My mom has ataxia

i'll start off by saying that i am 21 years old and my mother was diagnosed when i was about 11 years old. we noticed something off when we went for a bike ride together and she didn't even get out of the driveway and fell off the bike. she had a cut or something on her head. im not sure. i just know that she was bleeding a little. she is 49 years old right not and still determined to fight this and not let it get the best of her.

ever since she was diagnosed, things progressively got worse. she loses her balance so often that she falls pretty frequently and has hurt herself pretty good on some of those falls. she still lives at home by herself. but her boyfriend lives next door and he frequently comes over to help her out. my grandmother is always helping my mom out. the hardest change for her was when she finally sold her car last year. up until this point she was still driving.

i have read that the life expectancy is 50 years and my mother is approaching that which is a scary thing to me. me and my mom have been through so much these past years. some positive and some negative. my mom wants to be treated as an equal and for people to not look at her differently but people do. people are cruel. i remember growing up and getting teased in school that my mom is the one that walks and talks funny. kids dont know any better but it still hurts.

sometimes i feel like i've lost my mom because shes changed so much. and i hate saying it and i hate feeling it. this is one of those sad situations that is difficult for everybody that is involved. this thing scares me. but her stubbornness is admirable because she refuses to let this control her as much as she can help. i live an hour away from her which is difficult as well.

this past easter just having family dinner was enough to make her super tired. growing up was hard because it was just my mom and me. and i did a lot of stupid things as a kid. i didnt understand any of this or what was really going on with my mom. nobody ever explained anything. they just told me that her brain was shrinking and left it at that. recently i started doing my own research on it which scares me a little bit more about the whole thing.

my mom and i fought a lot growing up. we both had violent outbursts towards each other. she was depressed a lot of the time. and i could kick myself for not being better when i was a kid. i tell her that i love her and its hard because thats all i can really say or do is to say i love you, its not your fault.

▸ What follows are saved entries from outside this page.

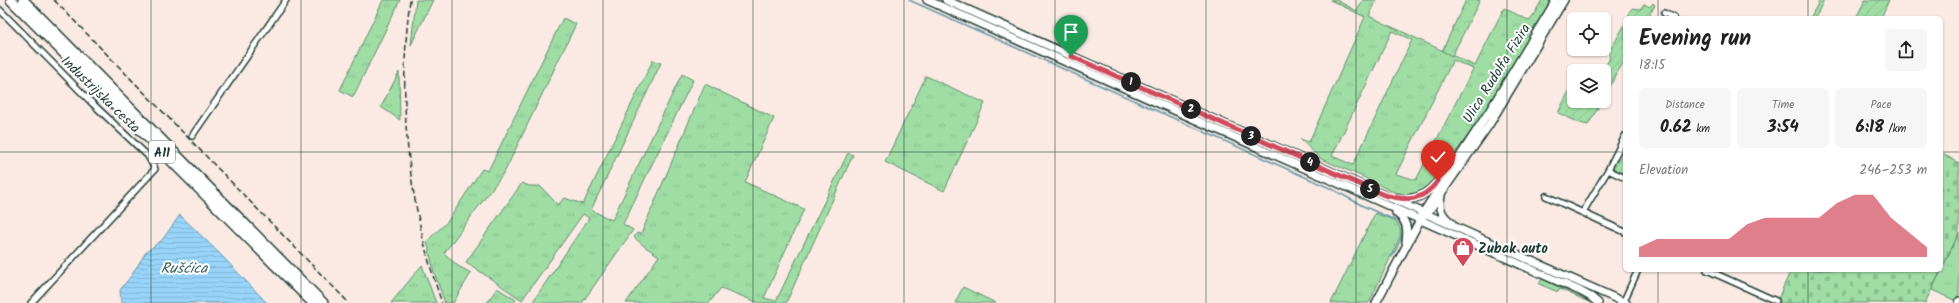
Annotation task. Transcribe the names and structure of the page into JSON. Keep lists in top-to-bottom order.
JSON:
{
  "streets": {
    "highway": ["A11"],
    "main road": ["Ulica Rudolfa Fizira"],
    "street": ["Industrijska cesta"]
  },
  "water": ["Rušćica"],
  "places": {
    "shop": ["Zubak auto"]
  },
  "page": {
    "heading": ["Evening run", "18:15"],
    "pins": [
      "1",
      "2",
      "3",
      "4",
      "5"
    ],
    "stats": [
      ["Distance", "0.62 km"],
      ["Time", "3:54"],
      ["Pace", "6:18 /km"]
    ],
    "chart": ["Elevation", "246–253 m"]
  }
}
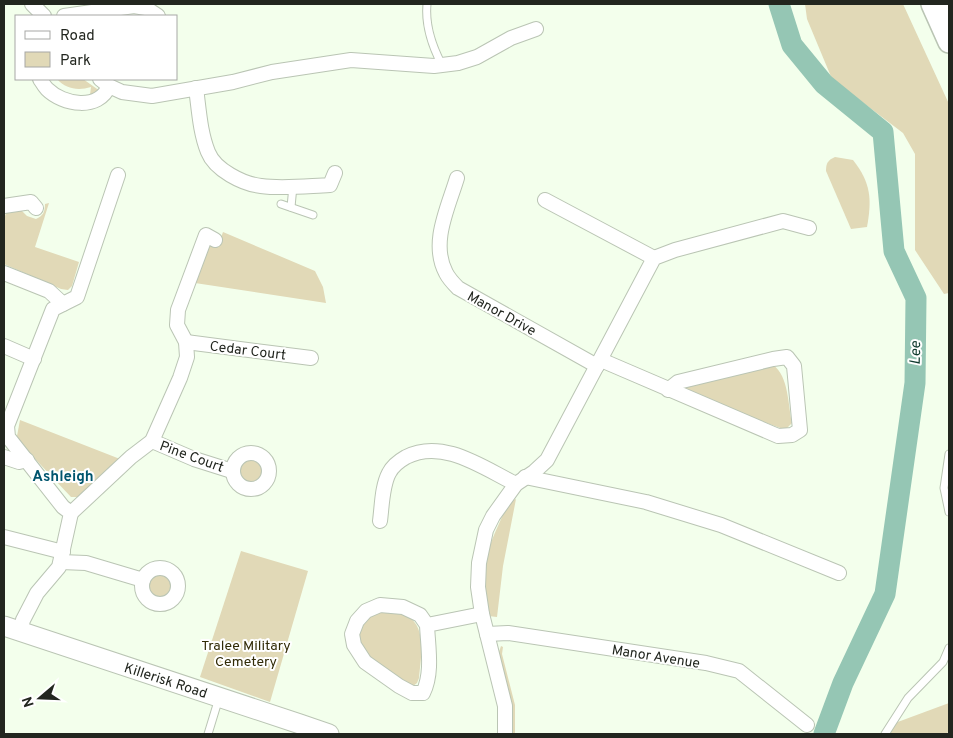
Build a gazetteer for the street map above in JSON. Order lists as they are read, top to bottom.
{
  "streets": {
    "main road": ["Killerisk Road"],
    "street": [
      "Manor Drive",
      "Cedar Court",
      "Pine Court",
      "Manor Avenue"
    ]
  },
  "districts": ["Ashleigh"],
  "water": ["Lee"],
  "parks": ["Tralee Military Cemetery"],
  "legend": ["Road", "Park"],
  "north": "left"
}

im sharing my story for others that are in either my moms or my shoes. life is all about perspectives, there is always more than one way to look at things. in a situation like this, all you can really do is be hopeful and positive and enjoy the time that you have together. Below is a picture of my grandmother, my mom, me and my daughter. good luck to everyone that has been effected by this. and i pray that one day, there is a cure for this.


so sorry to hear of your mom's ataxia. you are sorry for past problems. now is the time for you to move on. just be there to help when you can. as far as i know there is no life expectancy age. i am way over 50 and my dad died in his 70s. don't let fear ruin your life. i can tell things will be good for your mom with a daughter like you.

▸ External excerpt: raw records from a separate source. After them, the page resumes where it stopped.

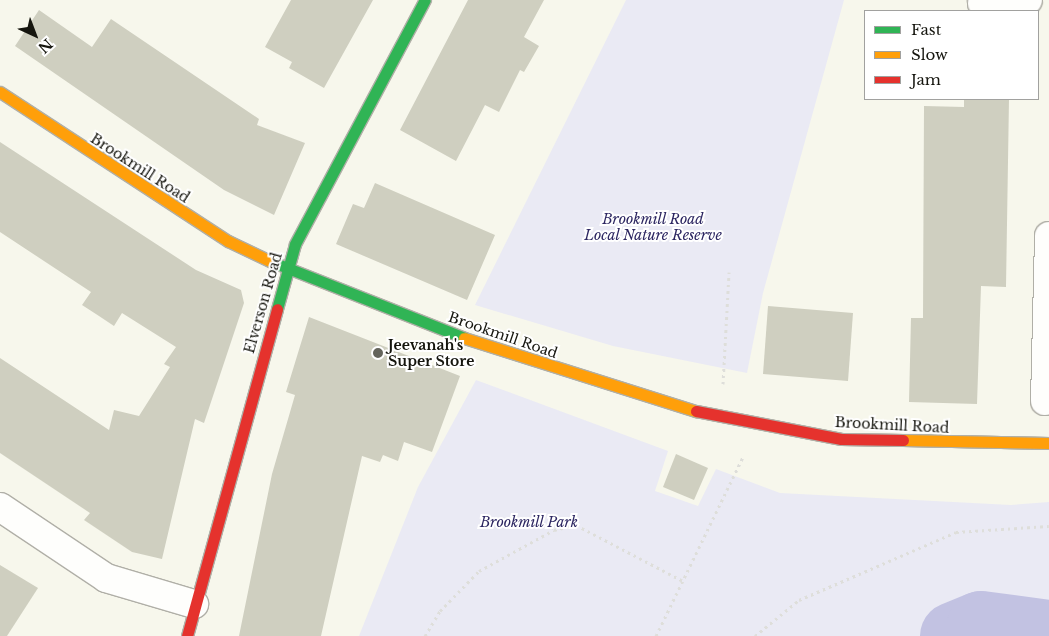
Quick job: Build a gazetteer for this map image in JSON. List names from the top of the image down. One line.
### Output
{"streets":{"main road":["Brookmill Road","Elverson Road"]},"crossings":[["Brookmill Road","Elverson Road"]],"parks":["Brookmill Road Local Nature Reserve","Brookmill Park"],"places":["Jeevanah's Super Store"],"legend":["Fast","Slow","Jam"],"north":"bottom right"}
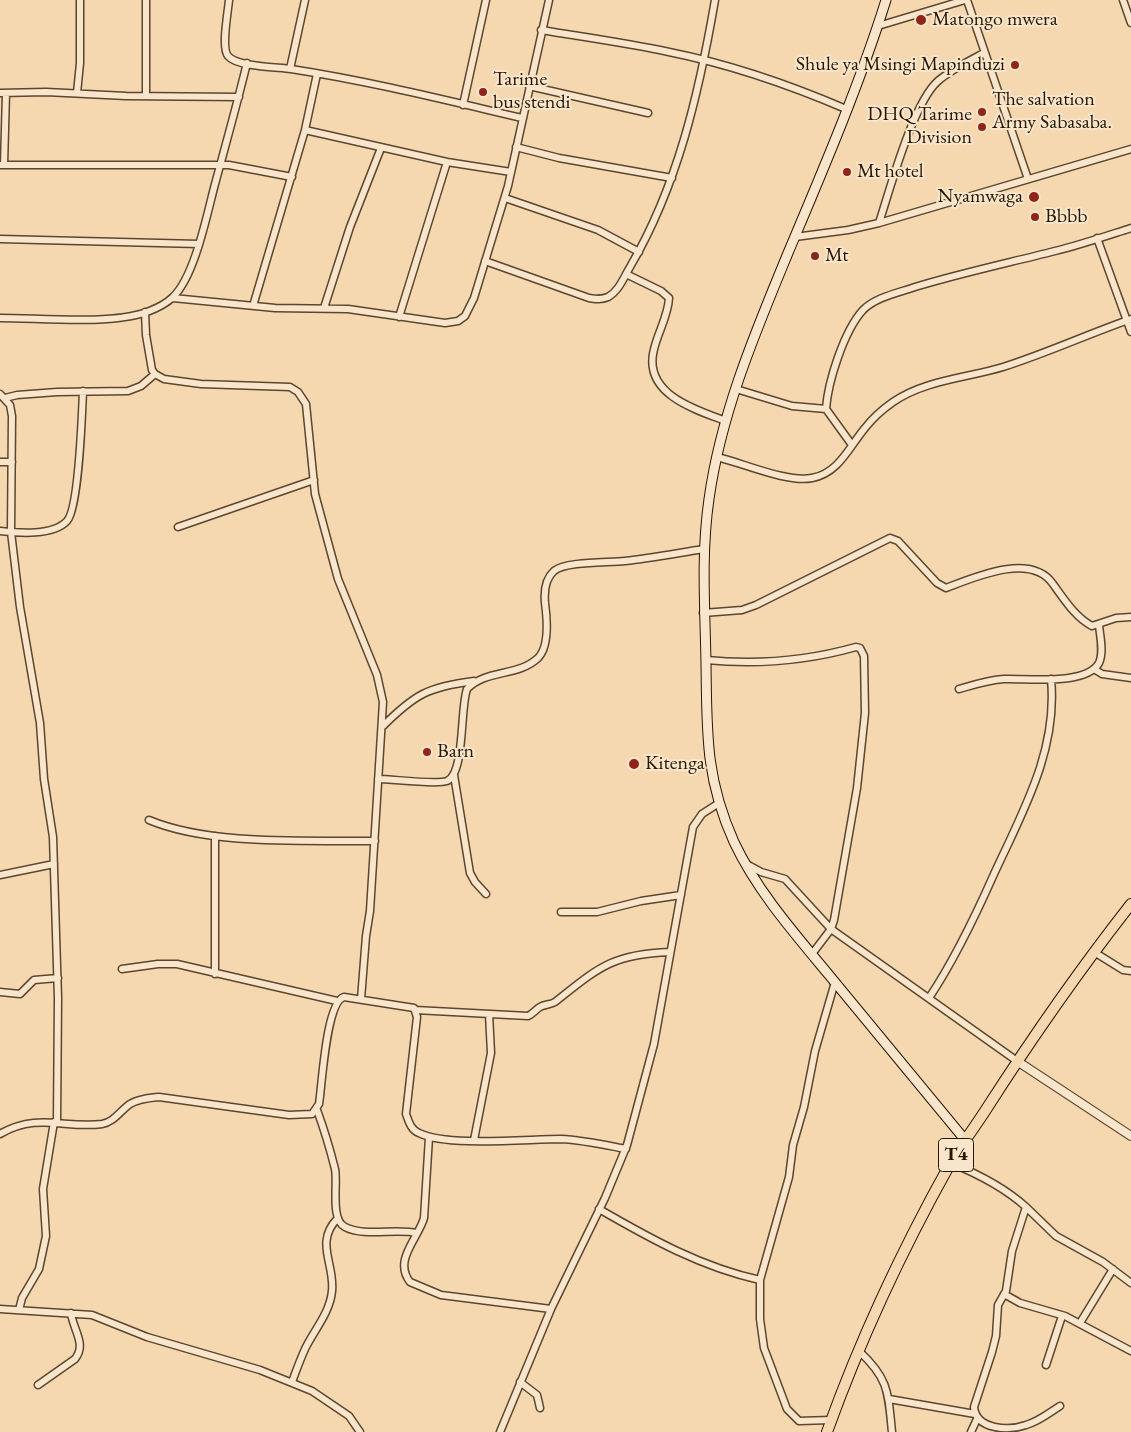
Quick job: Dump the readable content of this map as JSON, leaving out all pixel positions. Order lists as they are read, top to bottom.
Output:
{
  "streets": {
    "highway": ["T4"]
  },
  "places": [
    "Matongo mwera",
    "Shule ya Msingi Mapinduzi",
    "Tarime bus stendi",
    "The salvation Army Sabasaba.",
    "DHQ Tarime Division",
    "Mt hotel",
    "Nyamwaga",
    "Bbbb",
    "Mt",
    "Barn",
    "Kitenga"
  ]
}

Amanda, I can totally understand as I have gone through 3 years of my wife’s symptom developments. And I see how it effects my daughter & son. Is your Mom’s ataxia genetic? Has she had genetic blood tests? Spinal taps, brain scans? I see that you live in PA. If she has no genetic markers, spinal/brain tumor, and if no atrophy (shrinkage) of her cerebellum then I highly suggest that she get tested by a Lyme Literare Doctor. Imbalance, dizzyness, speech problems, loss of muscle coordination, joint pain, muscle numbness, ringing in ears, are all symptoms of Lyme’s. if you can watch the movie "under our skin"



Best Regards

Hello, what a lovely family pic. I don't know about 50 life expectancy. I am 64 so that knocks the 50 years on the head. I can understand your mum wanting to be independent. for as long as she can. In the years to come she will need you more and more. Maybe you should ask her about a wheelie Walker to help her to walk without falling. .I don't know if you know but the walker has 4 wheals and you hold onto the handles as you push it around. I also have a 4wheel pavement scooter to get me out and about. I used to drive once but I had to stop as I couldn't feel the brake pedal anymore. I wish you, your mum and your nan the best for the future. Take care.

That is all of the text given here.